Briefly cover topics to give you a very barebones introduction to machine learning.
Let’s try to understand machine learning.
In this post I’ll briefly cover topics to give you a very barebones introduction to machine learning.
Don’t worry if you’re not some prodigy or from some advanced civilization — the only knowledge you need to understand this is basic high school maths.
Microsoft defines Machine Learning as:
“Machine learning (ML) is the process of using mathematical models of data to help a computer learn without direct instruction.”
Machine Learning is getting computers to program themselves. If programming is automation, then machine learning is automating the process of automation. Wait. Did that make sense?
Machine learning is the science of getting computers to act without being explicitly programmed. That any better?

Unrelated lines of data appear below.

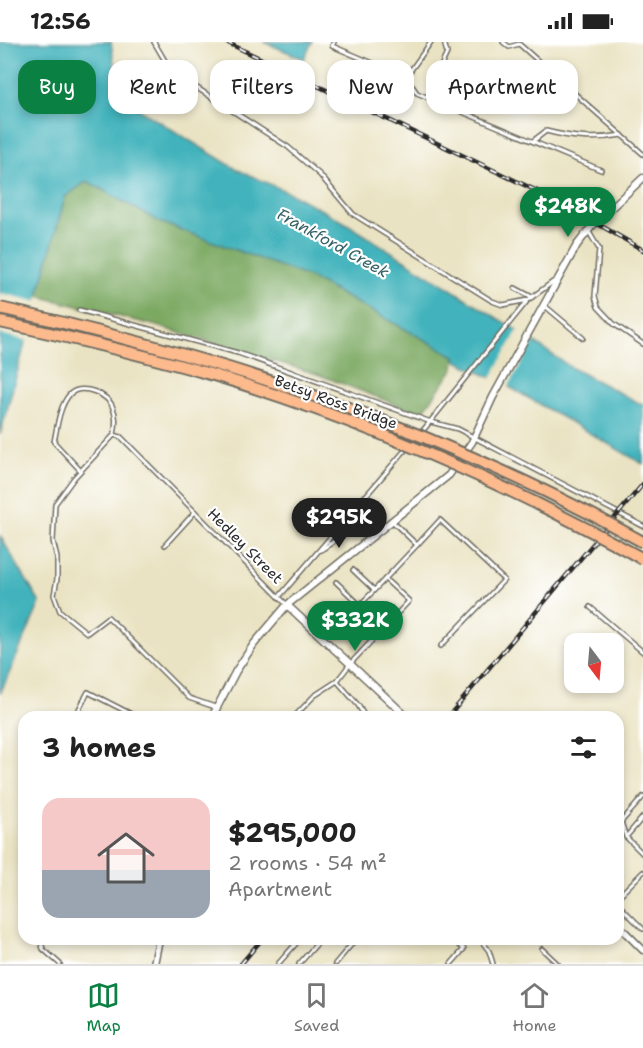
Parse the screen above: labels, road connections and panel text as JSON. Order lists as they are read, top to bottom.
{
  "streets": {
    "highway": ["Betsy Ross Bridge"],
    "street": ["Hedley Street"]
  },
  "water": ["Frankford Creek"],
  "north": "bottom",
  "page": {
    "status": "12:56",
    "chip": [
      "Buy",
      "Rent",
      "Filters",
      "New",
      "Apartment"
    ],
    "price": ["$248K", "$295K", "$332K"],
    "heading": "3 homes",
    "list": [
      {
        "name": "$295,000",
        "note": "2 rooms · 54 m² · Apartment"
      }
    ],
    "tabs": ["Map", "Saved", "Home"]
  }
}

It is safe to say that there’s an unprecedented amount of definitions for machine learning.
I personally like to define it as “Machine learning involves us giving the computer some data and telling it to go learn from that data”. Basically like imitating a human. Learning from experience, so to speak. It’s like gardening. The seeds are the algorithms, the nutrients is the data, the gardener is us, people and plants are the programs.
Now if the definition was clear, we can move on to understanding a little better using some real-world applications.
Some interesting ways we can apply machine learning in the real world:
What is your area of interest and how could you use machine learning in that particular field?
There are tens of thousands of machine learning algorithms and hundreds of new algorithms are developed every year.
Machines need a lot of data to function, to learn from, and ultimately make decisions based on it, like I mentioned in my definition. This data can be any unprocessed fact, value, sound, image, text which can be interpreted and analyzed.
Once a dataset is ready, it is used for training, validating, and testing the ML model. Bigger the data set, better the learning opportunities for the model, higher are the chances of achieving accuracy in results.
This is where the 5Vs of Data come into play. Volume, Variety, Veracity, Velocity & Value.
Volume — Large data set makes it easy for the model to make the most optimal decisions.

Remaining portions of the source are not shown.